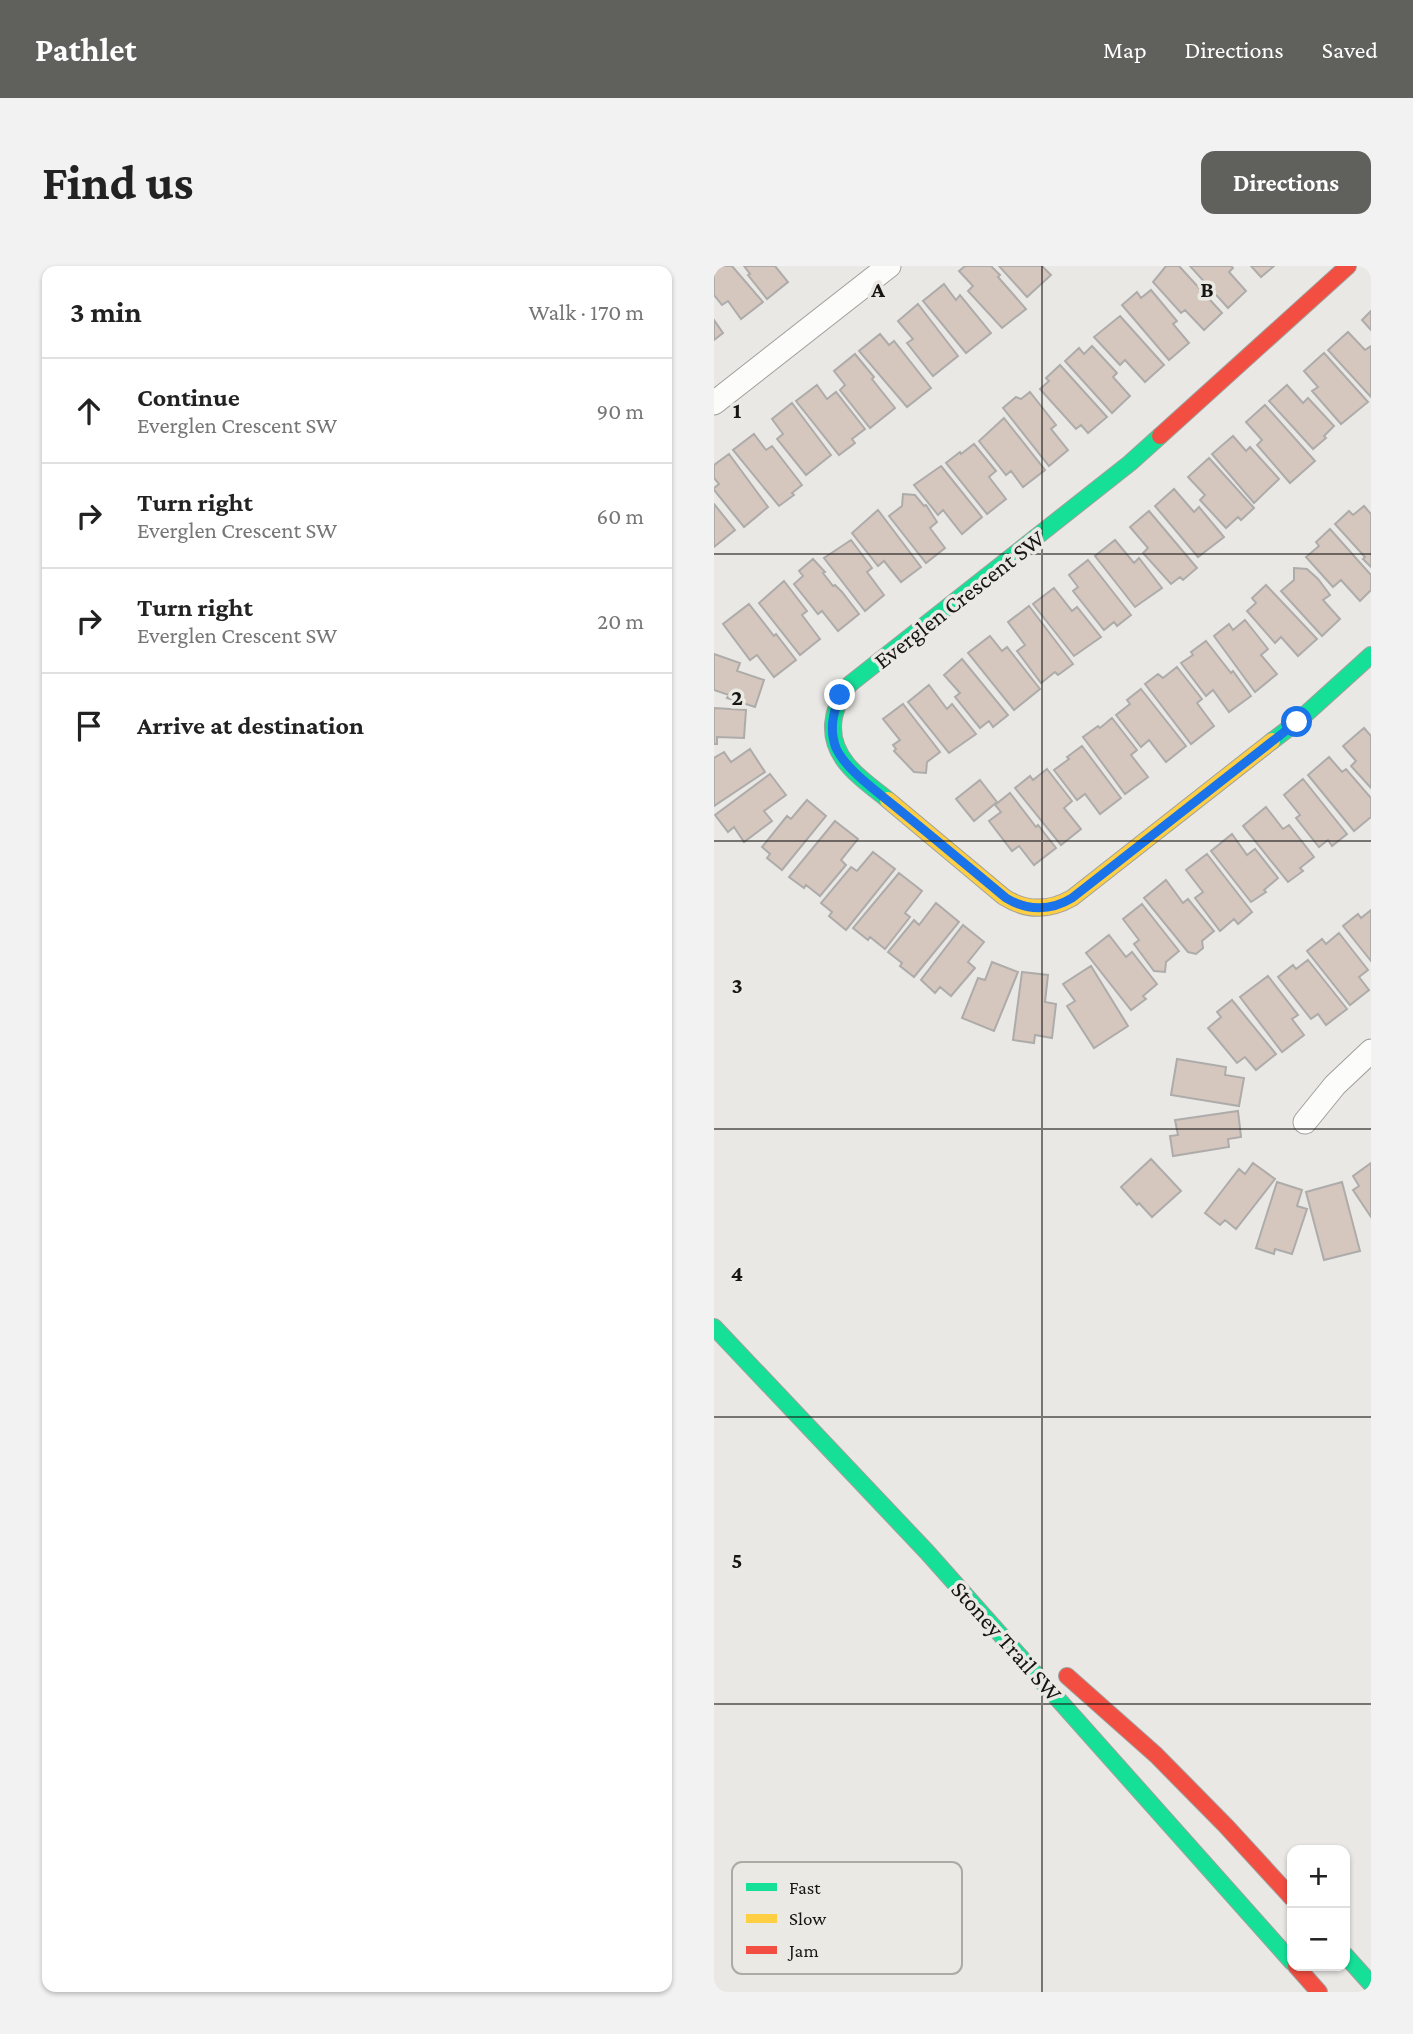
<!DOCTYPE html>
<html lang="en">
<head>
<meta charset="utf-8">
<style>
  body { margin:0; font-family:"Crimson Pro",serif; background:#f2f2f2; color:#222 }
  .controls { position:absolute; right:21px; bottom:21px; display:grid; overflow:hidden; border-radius:14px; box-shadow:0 2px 5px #0004 }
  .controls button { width:63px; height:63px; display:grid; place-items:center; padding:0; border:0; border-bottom:2px solid #e0e0e0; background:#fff; color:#222; font:35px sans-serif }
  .stop { position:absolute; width:21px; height:21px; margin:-16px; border:5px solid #1a73e8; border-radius:50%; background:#fff }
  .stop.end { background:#1a73e8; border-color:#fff; box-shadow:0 2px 7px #0008 }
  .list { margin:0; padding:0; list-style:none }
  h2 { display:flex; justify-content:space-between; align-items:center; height:91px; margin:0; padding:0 28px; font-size:30px }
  h2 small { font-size:23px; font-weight:400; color:#767676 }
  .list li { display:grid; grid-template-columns:46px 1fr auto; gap:21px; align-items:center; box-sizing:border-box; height:105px; padding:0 28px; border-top:2px solid #e0e0e0 }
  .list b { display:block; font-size:26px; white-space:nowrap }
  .list p { margin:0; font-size:23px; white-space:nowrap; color:#767676 }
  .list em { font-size:23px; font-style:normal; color:#767676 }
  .icon { flex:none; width:38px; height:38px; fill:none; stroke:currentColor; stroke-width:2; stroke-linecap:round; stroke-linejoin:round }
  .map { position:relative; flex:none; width:657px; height:1726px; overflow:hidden; border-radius:14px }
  header { display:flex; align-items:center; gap:42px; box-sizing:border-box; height:98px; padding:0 35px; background:#60605d; color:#fff }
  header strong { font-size:33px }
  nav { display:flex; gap:38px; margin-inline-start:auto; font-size:24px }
  .intro { display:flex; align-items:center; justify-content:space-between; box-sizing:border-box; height:168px; padding:0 42px }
  h1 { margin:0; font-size:49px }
  .button { padding:18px 32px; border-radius:14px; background:#60605d; color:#fff; font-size:24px; font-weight:700 }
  main { display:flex; gap:42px; padding:0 42px }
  aside { flex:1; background:#fff; border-radius:14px; box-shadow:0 2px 5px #0004 }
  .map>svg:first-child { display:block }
</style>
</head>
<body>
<header>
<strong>Pathlet</strong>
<nav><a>Map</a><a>Directions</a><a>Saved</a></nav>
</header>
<div class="intro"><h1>Find us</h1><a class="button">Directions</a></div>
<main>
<aside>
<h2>3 min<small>Walk · 170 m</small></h2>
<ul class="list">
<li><svg class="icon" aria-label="ahead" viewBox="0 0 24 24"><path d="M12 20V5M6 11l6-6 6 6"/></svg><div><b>Continue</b><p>Everglen Crescent SW</p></div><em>90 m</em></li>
<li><svg class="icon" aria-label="right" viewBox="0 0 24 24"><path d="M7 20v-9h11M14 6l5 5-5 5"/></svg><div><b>Turn right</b><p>Everglen Crescent SW</p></div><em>60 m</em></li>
<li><svg class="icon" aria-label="right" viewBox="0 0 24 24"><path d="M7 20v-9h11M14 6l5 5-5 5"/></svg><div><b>Turn right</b><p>Everglen Crescent SW</p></div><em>20 m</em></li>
<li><svg class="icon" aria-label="arrive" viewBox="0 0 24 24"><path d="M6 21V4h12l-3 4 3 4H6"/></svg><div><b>Arrive at destination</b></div></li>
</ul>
</aside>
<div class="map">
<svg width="657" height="1726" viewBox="0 0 657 1726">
  <rect width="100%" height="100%" fill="#e9e8e5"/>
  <path fill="#d5c6be" stroke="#adacaa" stroke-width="2" d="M0,0h18l31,36 -22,17 -13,-18 -6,4 -8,-10z
    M30,0h31l13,16 -21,17 -19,-24 2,-1z
    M251,0h26l9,9 -2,2 28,32 -24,19 -34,-37 5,-5 -14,-15z
    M285,0h43l9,9 -24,22z
    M452,0h13l43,47 -18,17 -19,-20 -4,3 -28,-31z
    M476,0h41l2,2 -4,4 17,19 -18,17z
    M537,0h23l-13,11z
    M230,18l12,16 4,-5 31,38 -25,20 -43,-52z
    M437,24l26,31 -4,3 16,19 -20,17 -47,-55 15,-13 4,6z
    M204,38l40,52 -25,20 -26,-33 6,-4 -15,-18z
    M657,45v19l-9,-10z
    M406,50l44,49 -19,17 -20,-22 -5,5 -26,-28z
    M0,54l9,13 -9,7z
    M634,66l17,18 6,-4v51l-43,-47z
    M166,68l9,11 5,-4 37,47 -24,19 -48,-56z
    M378,80l25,27 -4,4 17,19 -18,17 -47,-52 14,-13 5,6z
    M610,87l44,49 -27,22 -29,-33 6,-4 -14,-16z
    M141,88l19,23 -2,2 23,29 -25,20 -30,-38 5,-5 -11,-14z
    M346,99l47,52 -19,16 -7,-8 -5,4 -36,-40 9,-8 -3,-3z
    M103,119l10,14 9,-7 29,37 -13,10 3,4 -16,12 -43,-54z
    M573,119l16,18 5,-5 26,28 -10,10 2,2 -13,11 -44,-48z
    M316,126l26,33 -5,4 17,21 -19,16 -46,-58 13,-11 5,2z
    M78,137l39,52 -25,20 -29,-36 6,-5 -11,-15z
    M551,139l50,56 -25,22 -33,-38 5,-5 -16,-18z
    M290,152l41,52 -22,17 -12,-16 -5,4 -27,-34z
    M40,168l12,16 6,-4 30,39 -10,8 2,2 -15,11 -46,-56z
    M519,170l13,15 4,-4 29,32 -25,24 -42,-49z
    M260,178l22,27 -7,6 17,22 -19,15 -41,-51 14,-11 1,2z
    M15,188l39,53 -24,20 -30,-37v-2l5,-4 -5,-6v-13z
    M495,192l45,50 -13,12 -3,-3 -12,11 -26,-28 5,-5 -17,-18z
    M227,200l41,51 -20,17 -19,-24 -5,5 -24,-30z
    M460,223l20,23 5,-5 25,30 -26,20 -43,-51z
    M189,228l12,1 9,11 2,-1 11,17 -7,6 15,20 -19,15 -37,-47 13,-10z
    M0,238l21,26 -21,17z
    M650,240l7,8v53l-8,-8 2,-2 -30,-33 14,-13 4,4z
    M164,244l43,57 -20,15 -17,-21 -6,5 -26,-33z
    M435,245l48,57 -14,12 -3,-3 -9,7 -28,-31 5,-5 -18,-21z
    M616,263l41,46v15l-11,11 -19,-21 -8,7 -27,-30 13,-11 -3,-4z
    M137,274l21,28 -5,4 17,23 -19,16 -41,-53z
    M401,274l19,23 5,-5 23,30 -27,19 -40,-51z
    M99,293l12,13 -2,1 10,13 2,-1 7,7 17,22 -21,17 -16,-20 -4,3 -24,-30 9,-8 -4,-5z
    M374,294l43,55 -14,11 -3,-4 -10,8 -31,-39 5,-4 -9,-12z
    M580,302l13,1 11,10 12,16 -7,5 17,19 -18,17 -41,-45 13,-11z
    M70,315l23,30 -5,4 18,24 -20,16 -41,-52z
    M552,319l51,54 -19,17 -17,-19 -6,6 -28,-32 9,-8 -4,-5z
    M340,322l18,23 5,-4 24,30 -27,19 -41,-52z
    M35,338l25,32 2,-2 20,26 -22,17 -17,-22 -7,5 -27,-36z
    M315,340l44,58 -15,11 -3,-3 -14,11 -24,-32 8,-6 -17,-23z
    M531,354l23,29 -7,6 16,19 -22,18 -41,-56 15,-12 4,6z
    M276,370l12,15 5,-4 33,42 -26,21 -46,-57z
    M492,375l25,32 2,-2 18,25 -22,16 -16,-22 -7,6 -25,-33 12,-8 -2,-3z
    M0,388l26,9 -3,8 27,9 -9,27 -28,-9 2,-3 -15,-5z
    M248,393l46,56 -15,12 -4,-6 -9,7 -25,-31 5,-4 -16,-18z
    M463,401l25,32 -5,4 17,23 -23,18 -46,-60 13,-10 5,4z
    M215,419l18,24 5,-5 24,30 -27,19 -41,-51z
    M427,423l45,57 -20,16 -17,-22 -8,7 -25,-32 14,-11 -3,-4z
    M189,438l37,48 -13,10 -1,11 -12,-1 -20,-21 2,-2 -3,-4 7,-5 -17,-21z
    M0,442l32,2 -2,28 -27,-1v7h-3z
    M398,452l25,32 -6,5 17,22 -23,17 -42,-57 15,-11 2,2z
    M650,462l7,8v52l-20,-22 5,-5 -13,-15z
    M368,480l39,52 -21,16 -15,-20 -8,6 -23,-30 15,-11 -2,-2z
    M36,483l15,23 -51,34v-48l10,-6 7,10z
    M615,491l13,15 4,-3 25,29v19l-17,14 -46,-56z
    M333,503l25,32 -8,7 17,21 -20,16 -46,-57 15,-12 3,4z
    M56,508l16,21 -22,16 8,10 -28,21 -10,-15 -6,5 -13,-17z
    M589,513l44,55 -15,12 -4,-6 -9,7 -23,-29 4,-3 -16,-20z
    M266,514l17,22 -23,19 -18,-22z
    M296,527l26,34 2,-2 18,23 -22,17 -15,-19 -7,5 -23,-30 12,-9 -6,-7z
    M93,534l19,16 -44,54 -15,-12 3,-4 -8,-7 25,-31 4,3z
    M552,541l17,22 6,-4 25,32 -14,11 3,3 -15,11 -45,-56z
    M121,555l23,18 -17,21 5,5 -26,31 -14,-11 -2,3 -15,-11z
    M518,568l15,21 8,-6 23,29 -14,12 2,2 -15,10 -40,-51z
    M159,586l22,17 -49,61 -17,-14 3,-4 -11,-9 30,-36 6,4z
    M493,588l45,58 -14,12 -4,-5 -14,12 -25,-33 8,-6 -17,-22z
    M185,607l23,18 -17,22 5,4 -25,32 -15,-12 -2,3 -15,-12z
    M452,614l17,23 5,-4 26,32 -12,10 1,7 -7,6 -8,-2 -44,-54z
    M222,637l23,19 -45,55 -14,-11 2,-3 -14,-11 26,-32 5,5z
    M428,638l37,47 -13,11 -1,10 -11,-1 -20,-27 5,-4 -16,-21z
    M657,644v51l-28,-35 15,-12 3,4z
    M249,659l21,17 -16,20 7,6 -24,28 -11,-9 -5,6 -14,-13z
    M625,667l29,37 -9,7 10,13 -19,15 -43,-54 15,-12 4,5z
    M395,669l17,22 6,-5 25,32 -14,12 3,3 -15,11 -45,-57z
    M594,694l39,49 -21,16 -8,-11 -7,5 -33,-42 15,-12 3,4z
    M278,696l26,10 -24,59 -32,-13 16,-40 7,2z
    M377,700l37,60 -34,22 -27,-42 8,-5 -12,-17z
    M308,706l26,3 -3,27 11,2 -4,34 -17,-3 -1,8 -21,-3z
    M554,710l30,39 -6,4 12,16 -22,17 -42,-55z
    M518,734l44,54 -20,16 -11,-13 -8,6 -29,-35 13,-11 -4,-5z
    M463,793l49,8 -1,8 19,3 -5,28 -68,-11z
    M524,845l3,26 -13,2 1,8 -56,9 -3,-20 8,-1 -3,-15z
    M437,893l30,32 -29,26 -13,-14 -2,2 -16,-18z
    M539,897l22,16 -39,50 -11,-9 -5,5 -15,-12 34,-44 6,5z
    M657,897v54l-18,-27 6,-4 -6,-10z
    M563,916l25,8 -5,16 10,3 -15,45 -17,-5 -1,5 -18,-6z
    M628,916l18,69 -36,9 -18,-68z"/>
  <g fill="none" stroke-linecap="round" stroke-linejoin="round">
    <g stroke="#a09f9c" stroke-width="25">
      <path id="street" d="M0,137l175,-137
        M591,856l30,-37 36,-34"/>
    </g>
    <g stroke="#a09f9c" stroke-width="18">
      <path id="fast" d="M558,475l25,-19 74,-67
        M174,534c-13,-11 -30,-22 -41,-36 -22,-27 -16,-55 3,-80l280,-221 30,-27
        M0,1061l213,225 365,410
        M631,1689l26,29"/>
    </g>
    <g stroke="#a09f9c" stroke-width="18">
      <path id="slow" d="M174,534l116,97c22,14 45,14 68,1l200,-157"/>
    </g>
    <g stroke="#a09f9c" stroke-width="18">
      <path id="jam" d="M446,170l188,-170
        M353,1410l89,79 70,71 66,72
        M582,1700l23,26"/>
    </g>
    <use href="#street" stroke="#fcfcfb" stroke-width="23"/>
    <use href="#fast" stroke="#16e098" stroke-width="16"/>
    <use href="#slow" stroke="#ffcf43" stroke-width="16"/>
    <use href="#jam" stroke="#f24e42" stroke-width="16"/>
  </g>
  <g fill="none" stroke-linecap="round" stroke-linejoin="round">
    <path stroke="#1a73e8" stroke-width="9" d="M126,429c-7,18 -11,35 -4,53 10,22 43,45 61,60 37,30 73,60 109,90 21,13 45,13 66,0l225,-176"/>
  </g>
  <path fill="none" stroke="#171614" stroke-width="2" stroke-opacity="0.55" d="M328,0v1726M0,288h657M0,575h657M0,863h657M0,1151h657M0,1438h657"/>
  <g text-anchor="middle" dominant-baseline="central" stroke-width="7" stroke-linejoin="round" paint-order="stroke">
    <g font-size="24" fill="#171614" stroke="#ebe9e3">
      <text transform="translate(245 333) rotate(-38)">Everglen Crescent SW</text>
      <text transform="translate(293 1375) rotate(48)">Stoney Trail SW</text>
    </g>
  </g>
  <rect x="18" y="1596" width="230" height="112" rx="10" fill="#ebe9e3" stroke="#abaaa5" stroke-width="2"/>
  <rect x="32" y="1617" width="31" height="8" fill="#16e098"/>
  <rect x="32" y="1648" width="31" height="9" fill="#ffcf43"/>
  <rect x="32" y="1680" width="31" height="8" fill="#f24e42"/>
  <g font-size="19" fill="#171614">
    <text x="75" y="1628">Fast</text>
    <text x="75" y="1659">Slow</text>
    <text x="75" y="1691">Jam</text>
  </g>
  <g font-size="23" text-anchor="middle" font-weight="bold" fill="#171614" stroke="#ebe9e3" stroke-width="7" stroke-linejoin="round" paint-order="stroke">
    <text x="164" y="31">A</text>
    <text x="493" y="31">B</text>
    <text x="23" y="152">1</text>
    <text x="23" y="439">2</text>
    <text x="23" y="727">3</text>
    <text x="23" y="1015">4</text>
    <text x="23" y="1302">5</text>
  </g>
</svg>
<div class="controls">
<button>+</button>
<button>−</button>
</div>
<div class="stop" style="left:583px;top:456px"></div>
<div class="stop end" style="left:126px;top:429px"></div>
</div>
</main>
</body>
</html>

# # # # # # #

Start with the first line of the records above and end with the line containing "display:block; font-size:26px; white-space:nowrap". Output those lines exactly, pictures excluded.

- _EXERCISE RESULT_:
<!DOCTYPE html>
<html lang="en">
<head>
<meta charset="utf-8">
<style>
  body { margin:0; font-family:"Crimson Pro",serif; background:#f2f2f2; color:#222 }
  .controls { position:absolute; right:21px; bottom:21px; display:grid; overflow:hidden; border-radius:14px; box-shadow:0 2px 5px #0004 }
  .controls button { width:63px; height:63px; display:grid; place-items:center; padding:0; border:0; border-bottom:2px solid #e0e0e0; background:#fff; color:#222; font:35px sans-serif }
  .stop { position:absolute; width:21px; height:21px; margin:-16px; border:5px solid #1a73e8; border-radius:50%; background:#fff }
  .stop.end { background:#1a73e8; border-color:#fff; box-shadow:0 2px 7px #0008 }
  .list { margin:0; padding:0; list-style:none }
  h2 { display:flex; justify-content:space-between; align-items:center; height:91px; margin:0; padding:0 28px; font-size:30px }
  h2 small { font-size:23px; font-weight:400; color:#767676 }
  .list li { display:grid; grid-template-columns:46px 1fr auto; gap:21px; align-items:center; box-sizing:border-box; height:105px; padding:0 28px; border-top:2px solid #e0e0e0 }
  .list b { display:block; font-size:26px; white-space:nowrap }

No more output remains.